Summary:
Indian markets recovered from early losses on June 11, helping several stocks post strong gains. Aegis Logistics rallied on robust quarterly earnings, Blue Jet Healthcare gained after announcing fundraising plans, and DOMS Industries surged following its Reynolds brand acquisition. Meanwhile, Jain Resource Recycling, CCL Products, and Sapphire Foods witnessed selling pressure due to profit booking and business concerns.
Indian benchmark indices bounced back on June 11 despite registering a sharp decline in earlier trade sessions. The Sensex witnessed an initial drop of 464 points and fell to 73,518.75, whereas the Nifty breached the 23,100 level amid weak investor sentiment. However, buying interest at lower levels coupled with technical support around key levels allowed both indexes to gain momentum. As a result, around 11:30 a.m., the Sensex traded higher at 74,001.27 points, while the Nifty recovered to 23,215.25 points.
As the markets bounced back, some stocks saw huge gains in response to their earnings results, fund raising activities, and acquisitions. In contrast, some stocks came under pressure owing to profit taking, poor momentum, and business concerns.
Aegis Logistics Surges 10% on Strong Earnings
Aegis Logistics became one of the biggest gainers in the Nifty 500 index as the stock soared 10% due to high trading volumes. The company operates as the largest operator of LPG terminals in India and offers logistics and storage services for LPG, chemicals, and liquids.
The stock received a fillip from the impressive performance of the company during its Q4FY26 and a positive outlook towards growth in future quarters. The revenue grew 52% from the previous quarter to ₹2,594 crore, while the net profit rose 43% from the previous quarter to ₹455 crore. Brokers pointed out the strong growth prospects in the gas distribution business of the company along with its expansion plans. The commissioning of liquid storage terminals, ammonia terminal, and KGPL pipeline will help drive future earnings.
Blue Jet Healthcare Climbs 8%
Blue Jet Healthcare saw an increase of 8% amid higher trading activity than its monthly average. The CDMO had caught investors' interest following their announcement to raise ₹1,000 crore.
The management had made it clear that FY27 will be the year of execution, which will be driven by increased manufacturing contracts and new products. Investors were optimistic about the funding that would improve their balance sheet and drive future expansion initiatives.
DOMS Industries Rallies on Reynolds Acquisition
DOMS Industries rose by 9% after it declared its intention to acquire certain assets of the Reynolds brand for around $3.7 million.
This acquisition encompasses manufacturing facilities, IP rights, and contractual agreements of the pen and school supply business of Reynolds. This will enhance the competitiveness of DOMS Industries within the Indian writing instrument industry, thus increasing investor confidence in the company’s stock.

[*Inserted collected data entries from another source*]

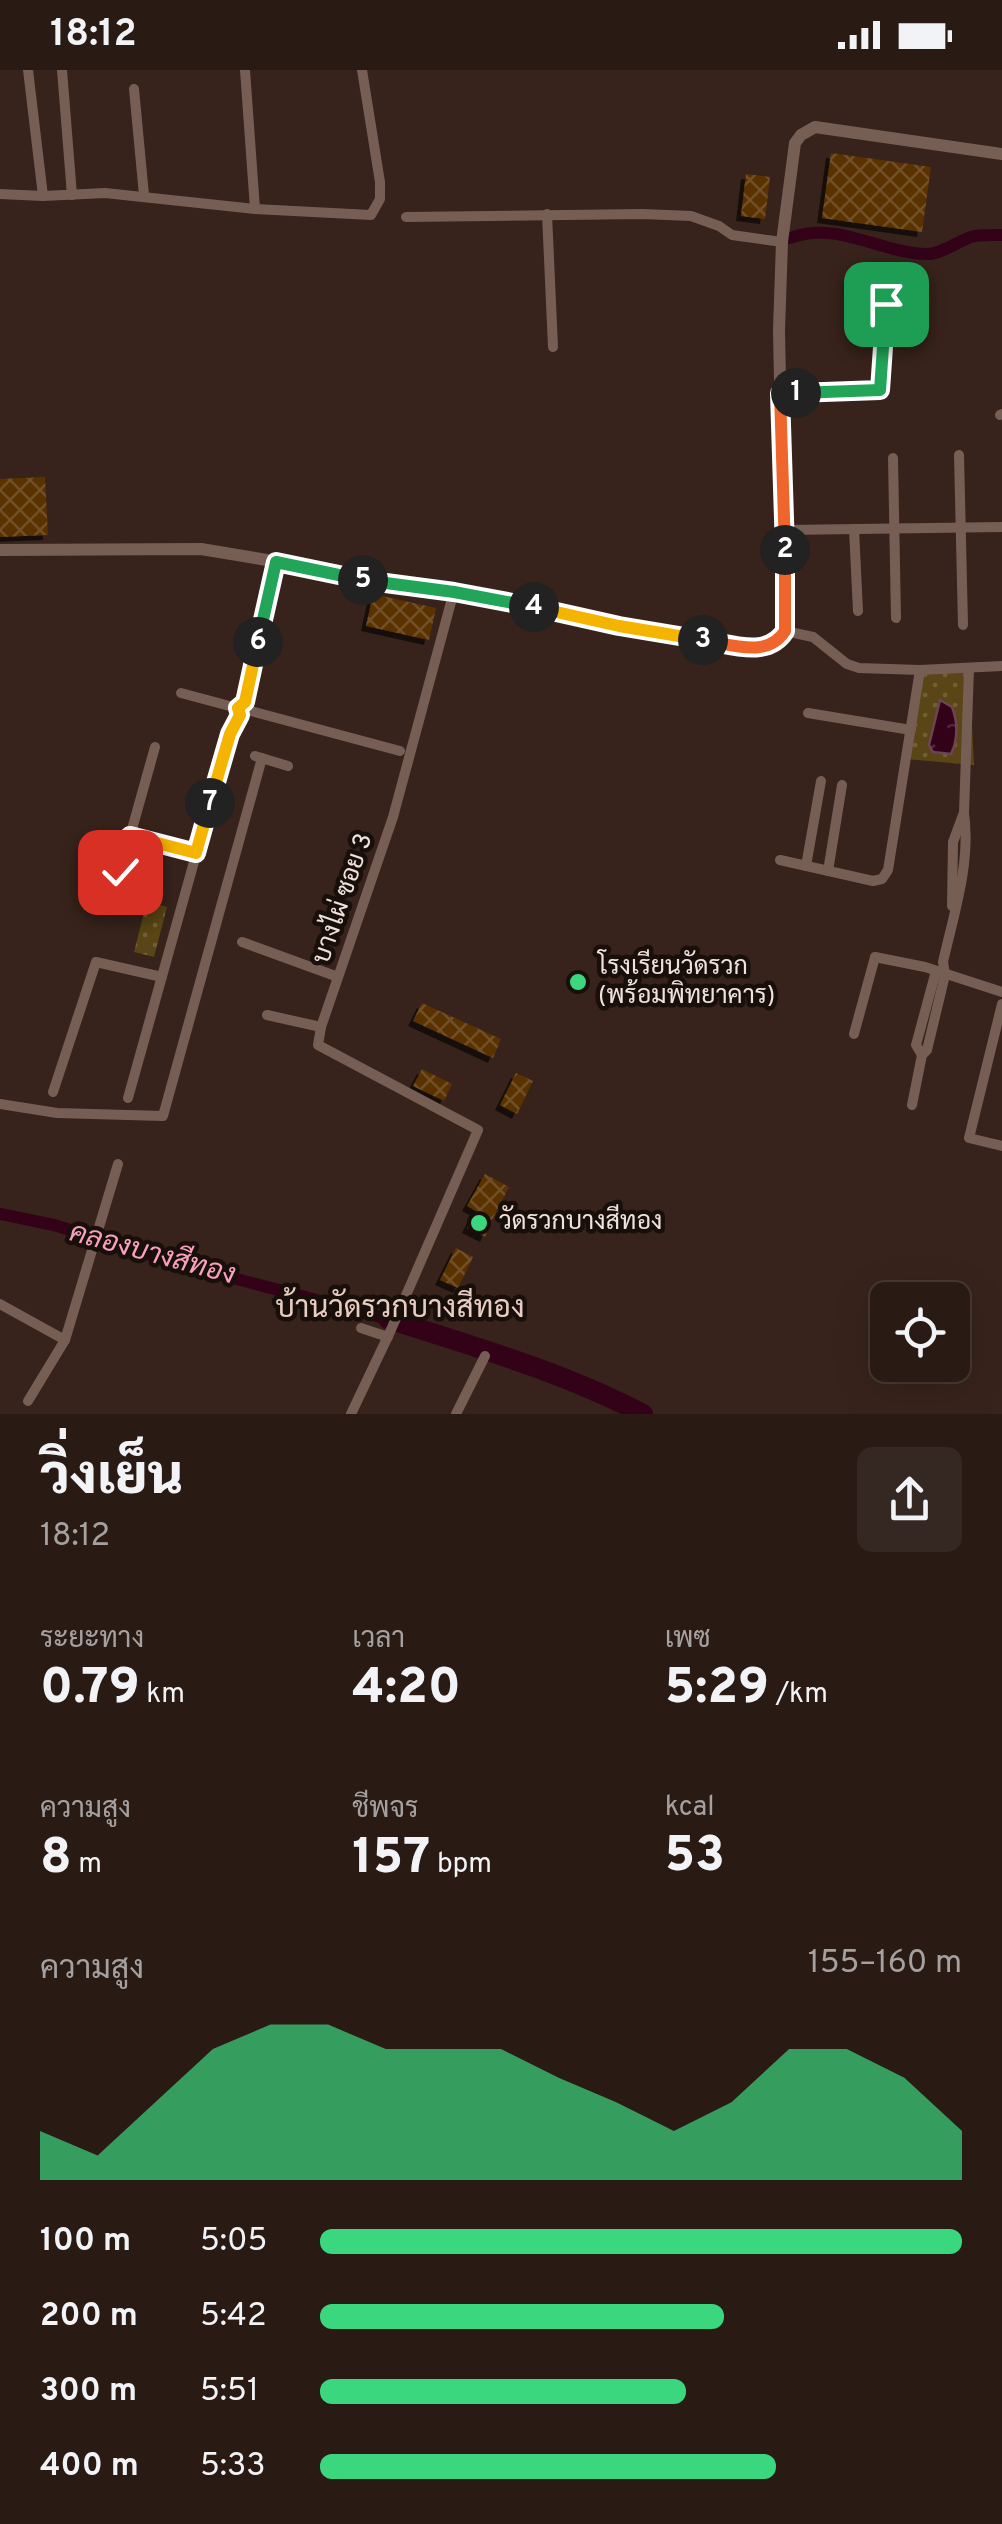 <!DOCTYPE html>
<html lang="th">
<head>
<meta charset="utf-8">
<style>
	body { margin:0; font-family:Overpass,Sarabun,sans-serif; background:#352722; color:#f1f3f6; height:100vh; display:flex; flex-direction:column; font-size:38px; white-space:nowrap }
	* { box-sizing:border-box; margin:0 }
	p { font-size:32px; color:#a5a1a0 }
	.icon { flex:none; width:55px; height:55px; fill:none; stroke:currentColor; stroke-width:2; stroke-linecap:round; stroke-linejoin:round }
	.map { position:relative; height:1344px; overflow:hidden }
	.panel { display:flex; flex-direction:column; background:#291a14; flex:1 }
	.panel>* { flex:none }
	.fabs { position:absolute; left:870px; top:1212px; display:grid; gap:20px }
	.fabs a { display:grid; place-items:center; width:100px; height:100px; border-radius:15px; background:#291a14; box-shadow:0 10px 40px #0002,0 0 0 2px #453834; font-size:50px }
	.pin { position:absolute; display:grid; place-items:center; width:85px; height:85px; color:#fff; margin:-42px; border-radius:20px; box-shadow:0 5px 15px #0006 }
	.km { position:absolute; width:50px; height:50px; margin:-25px; border-radius:50%; background:#222; color:#fff; font-size:28px; line-height:50px; text-align:center }
	.round { display:grid; place-items:center; flex:none; width:105px; height:105px; border-radius:15px; background:#352722 }
	.overview { display:flex; align-items:center; justify-content:space-between; height:170px; padding:0 40px }
	h1 { font-size:55px; font-weight:800; line-height:75px }
	.metrics { display:grid; grid-template-columns:repeat(3,1fr); gap:15px; height:170px; padding:10px 40px }
	.metrics div { display:grid; align-content:center }
	.metrics b { font-size:50px; font-weight:800 }
	.metrics small { font-size:28px; font-weight:400 }
	.metrics p { font-size:28px }
	.chart { height:280px; padding:20px 40px }
	.chart p { display:flex; justify-content:space-between }
	.chart svg { width:100%; height:180px; margin-top:10px; fill:#3bd77e; opacity:.7 }
	ul { padding:0 40px; list-style:none; font-size:32px }
	li { display:grid; grid-template-columns:160px 120px 1fr; align-items:center; height:75px }
	li i { height:25px; border-radius:12px; background:#3bd77e }
	.status { display:flex; justify-content:space-between; align-items:center; height:70px; padding:0 50px; background:#291a14; direction:ltr }
	.status svg { height:28px; fill:currentColor }
	.map>svg:first-child { display:block }
	.park { fill:url(#park-dots) }
	.water { fill:url(#water-ripples); stroke:#6b4554; stroke-width:2.5 }
	.lines { fill:none; stroke-linecap:round; stroke-linejoin:round }
	.canal { stroke:#330219; stroke-width:12 }
	.river { stroke:#330219; stroke-width:20 }
	.building { fill:url(#building-cross-hatch); filter:url(#shadow) }
	.minor { stroke:#765e55; stroke-width:10 }
	.tertiary { stroke:#765e55; stroke-width:12 }
	.split-1-casing { stroke:#fff; stroke-width:20 }
	.split-2-casing { stroke:#fff; stroke-width:20 }
	.split-3-casing { stroke:#fff; stroke-width:20 }
	.split-4-casing { stroke:#fff; stroke-width:20 }
	.split-5-casing { stroke:#fff; stroke-width:20 }
	.split-6-casing { stroke:#fff; stroke-width:20 }
	.split-7-casing { stroke:#fff; stroke-width:20 }
	.split-8-casing { stroke:#fff; stroke-width:20 }
	.split-1 { stroke:#22a559; stroke-width:12 }
	.split-2 { stroke:#f0652b; stroke-width:12 }
	.split-3 { stroke:#f0652b; stroke-width:12 }
	.split-4 { stroke:#f5b400; stroke-width:12 }
	.split-5 { stroke:#22a559; stroke-width:12 }
	.split-6 { stroke:#22a559; stroke-width:12 }
	.split-7 { stroke:#f5b400; stroke-width:12 }
	.split-8 { stroke:#f5b400; stroke-width:12 }
	.poi-dot { fill:#3bd77e; stroke:#180f0b; stroke-width:4 }
	.labels { text-anchor:middle; dominant-baseline:central; stroke-width:9; stroke-linejoin:round; paint-order:stroke }
	.street-label { font-size:25px; fill:#efe1dc; stroke:#180f0b }
	.poi-label { font-size:25px; fill:#efe1dc; stroke:#180f0b; text-anchor:start }
	.water-label { font-size:28px; font-style:italic; fill:#faa0bf; stroke:#180f0b }
	.quarter-label { font-size:30px; fill:#e8cdc3; stroke:#180f0b }
</style>
</head>
<body>
<div class="status"><b>18:12</b><svg viewBox="0 0 49 12"><path d="M0 12V9h3v3zM5 12V6h3v6zM10 12V3h3v9zM15 12V0h3v12zM26 1h20v11H26zM47 4h2v5h-2z"/></svg></div>
<div class="map">
<svg width="1002" height="1344" viewBox="0 0 1002 1344">
	<defs>
		<pattern id="park-dots" width="8" height="8" patternUnits="userSpaceOnUse" patternTransform="scale(2.5)"><rect width="8" height="8" fill="#594515"/><path d="M2 2h.1M6 6h.1" fill="none" stroke="#716036" stroke-width="1.8" stroke-linecap="round"/></pattern>
		<pattern id="water-ripples" width="26" height="14" patternUnits="userSpaceOnUse" patternTransform="scale(2.5)"><rect width="26" height="14" fill="#330219"/><path d="M2 4q2-2 4 0t4 0M15 11q2-2 4 0t4 0" fill="none" stroke="#51273a"/></pattern>
		<pattern id="building-cross-hatch" width="8" height="8" patternUnits="userSpaceOnUse" patternTransform="scale(2.5)"><rect width="8" height="8" fill="#5a3200"/><path d="M0 0l8 8M0 8l8-8" fill="none" stroke="#724f25"/></pattern>
		<filter id="shadow"><feDropShadow dx="-5" dy="5" stdDeviation="0" flood-color="#0009"/></filter>
	</defs>
	<rect width="100%" height="100%" fill="#37231b"/>
	<g class="park">
		<polygon points="969,598 974,695 906,689 920,600"/>
		<polygon points="147,831 167,837 154,887 134,882"/>
	</g>
	<path class="water" d="M 940,630 L 952,637 C 958,652 958,670 951,684 L 933,682 L 929,675 Z"/>
	<g class="lines">
		<g class="canal">
			<path d="M 790,168 C 837,150 879,183 927,184 C 942,184 956,172 971,167 C 980,164 992,165 1002,165"/>
			<polyline points="0,1144 54,1155 180,1194 388,1249"/>
		</g>
		<path class="river" d="M 388,1249 C 475,1277 563,1302 643,1344"/>
	</g>
	<g class="building">
		<polygon points="831,83 931,97 922,162 822,148"/>
		<polygon points="746,104 770,107 765,149 741,146"/>
		<polygon points="45,407 48,465 0,467 0,409"/>
		<polygon points="373,524 436,538 429,570 366,556"/>
		<polygon points="422,933 501,969 493,988 413,951"/>
		<polygon points="422,999 452,1014 444,1031 413,1016"/>
		<polygon points="516,1003 533,1011 517,1044 500,1035"/>
		<polygon points="485,1104 509,1117 492,1150 467,1136"/>
		<polygon points="474,1144 491,1153 485,1167 467,1158"/>
		<polygon points="456,1178 473,1187 458,1218 440,1210"/>
	</g>
	<g class="lines">
		<g class="minor">
			<polyline points="28,0 43,126"/>
			<polyline points="62,0 72,125"/>
			<polyline points="245,0 255,139"/>
			<polyline points="134,19 144,125"/>
			<polyline points="0,124 43,126 105,123 255,139 371,145 380,129 380,112 362,0"/>
			<polyline points="547,144 553,277"/>
			<polyline points="406,147 642,144 691,146 719,156 732,165 782,172"/>
			<polyline points="780,323 881,320 886,233"/>
			<polyline points="1000,345 1002,344"/>
			<polyline points="959,385 963,555"/>
			<polyline points="893,388 896,548"/>
			<polyline points="854,459 858,541"/>
			<polyline points="785,460 1002,457"/>
			<polyline points="785,561 813,567 847,594 859,598 920,600 1002,596"/>
			<polyline points="181,623 237,638"/>
			<polyline points="245,632 276,491"/>
			<polyline points="251,641 400,681"/>
			<polyline points="808,643 911,660"/>
			<polyline points="255,686 288,696"/>
			<polyline points="130,766 196,783"/>
			<polyline points="780,790 873,811 882,809 888,800 920,600"/>
			<polyline points="806,796 821,711"/>
			<polyline points="828,801 842,715"/>
			<polyline points="120,802 155,677"/>
			<polyline points="952,836 953,772 963,745"/>
			<polyline points="242,872 338,907"/>
			<polyline points="1002,934 969,1068 1002,1076"/>
			<polyline points="267,945 321,957"/>
			<polyline points="854,964 875,887 925,897 1002,922"/>
			<polyline points="922,985 916,975 936,901"/>
			<polyline points="53,1022 96,892 162,907"/>
			<polyline points="128,1028 230,663 240,645"/>
			<polyline points="0,1034 57,1043 163,1046 262,688"/>
			<path d="M 912,1035 L 922,985 L 927,980 L 945,905 L 943,892 C 954,843 971,793 964,743 L 969,598"/>
			<polyline points="0,1234 65,1270"/>
			<polyline points="361,1258 388,1267"/>
			<polyline points="28,1331 65,1270 118,1094"/>
			<polyline points="351,1344 390,1262 478,1060 318,975 321,957 393,747 454,521"/>
			<polyline points="456,1344 485,1286"/>
		</g>
		<polyline class="tertiary" points="0,480 201,479 285,493 346,508 454,521 619,556 752,578 770,577 785,561 779,260 782,172 795,73 801,65 815,57 1002,84"/>
	</g>
	<g class="lines">
		<g class="split-1-casing">
			<polyline id="split-1" points="796,323 880,320 886,234"/>
		</g>
		<g class="split-2-casing">
			<polyline id="split-2" points="785,480 780,323 796,323"/>
		</g>
		<g class="split-3-casing">
			<path id="split-3" d="M 703,570 C 731,574 767,589 785,561 L 785,480"/>
		</g>
		<g class="split-4-casing">
			<polyline id="split-4" points="534,537 619,556 703,570"/>
		</g>
		<g class="split-5-casing">
			<polyline id="split-5" points="363,510 454,522 534,537"/>
		</g>
		<g class="split-6-casing">
			<polyline id="split-6" points="258,572 276,492 363,510"/>
		</g>
		<g class="split-7-casing">
			<polyline id="split-7" points="210,733 230,664 240,645 238,638 245,632 258,572"/>
		</g>
		<g class="split-8-casing">
			<polyline id="split-8" points="120,802 130,766 196,783 210,733"/>
		</g>
		<use href="#split-1" class="split-1"/>
		<use href="#split-2" class="split-2"/>
		<use href="#split-3" class="split-3"/>
		<use href="#split-4" class="split-4"/>
		<use href="#split-5" class="split-5"/>
		<use href="#split-6" class="split-6"/>
		<use href="#split-7" class="split-7"/>
		<use href="#split-8" class="split-8"/>
	</g>
	<g class="poi-dot">
		<circle cx="578" cy="912" r="10"/>
		<circle cx="479" cy="1153" r="10"/>
	</g>
	<g class="labels">
		<g class="street-label">
			<text transform="translate(344 829) rotate(-71)">บางไผ่ ซอย 3</text>
		</g>
		<g class="poi-label">
			<text x="598" y="898">โรงเรียนวัดรวก<tspan x="598" dy="29">(พร้อมพิทยาคาร)</tspan></text>
			<text x="499" y="1153">วัดรวกบางสีทอง</text>
		</g>
		<g class="water-label">
			<text transform="translate(152 1185) rotate(15)">คลองบางสีทอง</text>
		</g>
		<g class="quarter-label">
			<text x="400" y="1239">บ้านวัดรวกบางสีทอง</text>
		</g>
	</g>
</svg>
<div class="fabs">
<a><svg class="icon" aria-label="locate" viewBox="0 0 24 24"><circle cx="12" cy="12" r="6"/><path d="M12 2v4M12 18v4M2 12h4M18 12h4"/></svg></a>
</div>
<div class="pin" style="left:886px;top:234px;background:#1e9e55"><svg class="icon" aria-label="arrive" viewBox="0 0 24 24"><path d="M6 21V4h12l-3 4 3 4H6"/></svg></div>
<div class="pin" style="left:120px;top:802px;background:#d93025"><svg class="icon" aria-label="check" viewBox="0 0 24 24"><path d="M5 12l5 5 9-10"/></svg></div>
<b class="km" style="left:796px;top:323px">1</b>
<b class="km" style="left:785px;top:480px">2</b>
<b class="km" style="left:703px;top:570px">3</b>
<b class="km" style="left:534px;top:537px">4</b>
<b class="km" style="left:363px;top:510px">5</b>
<b class="km" style="left:258px;top:572px">6</b>
<b class="km" style="left:210px;top:733px">7</b>
</div>
<section class="panel">
<div class="overview"><div><h1>วิ่งเย็น</h1><p>18:12</p></div><a class="round"><svg class="icon" aria-label="share" viewBox="0 0 24 24"><path d="M12 15V3M7 8l5-5 5 5M5 13v7h14v-7"/></svg></a></div>
<div class="metrics">
<div><p>ระยะทาง</p><b>0.79<small> km</small></b></div>
<div><p>เวลา</p><b>4:20</b></div>
<div><p>เพซ</p><b>5:29<small> /km</small></b></div>
</div>
<div class="metrics">
<div><p>ความสูง</p><b>8<small> m</small></b></div>
<div><p>ชีพจร</p><b>157<small> bpm</small></b></div>
<div><p>kcal</p><b>53</b></div>
</div>
<div class="chart"><p><span>ความสูง</span>155–160 m</p>
<svg viewBox="0 0 160 44" preserveAspectRatio="none"><path d="M0 44V32L10 38L20 25L30 12L40 6L50 6L60 12L70 12L80 12L90 19L100 25L110 32L120 25L130 12L140 12L150 19L160 32V44z"/></svg>
</div>
<ul>
<li><b>100 m</b>5:05<i style="width:100%"></i></li>
<li><b>200 m</b>5:42<i style="width:63%"></i></li>
<li><b>300 m</b>5:51<i style="width:57%"></i></li>
<li><b>400 m</b>5:33<i style="width:71%"></i></li>
</ul>
</section>
</body>
</html>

Jain Resource Recycling, CCL Products and Sapphire Foods Decline
In the red zone, Jain Resource Recycling slumped by 5.52% to become one of the poor performers in the Nifty 500. No corporate news seems to have impacted its stock, but it seemed to be affected by negative momentum.
CCL Products lost 4.80% due to profit taking. Even though there is no particular news to affect the stock movement, it has shown impressive returns during the year and currently trades close to the 52-week high range.
Sapphire Foods lost 4.22%. The loss seems to be a result of uncertainty over the earnings of the company since it faces some issues with regards to its quick-service restaurant division.
Market Recovery Reflects Selective Buying
Market recovery after initial dips showed selective buying by picking up stocks with strong fundamentals. Stocks like Aegis Logistics, Blue Jet Healthcare, and DOMS Industries were among the gainers owing to firm-specific factors. Conversely, stocks such as Jain Resource Recycling, CCL Products, and Sapphire Foods continued to face selling pressure owing to low momentum and profit-taking concerns.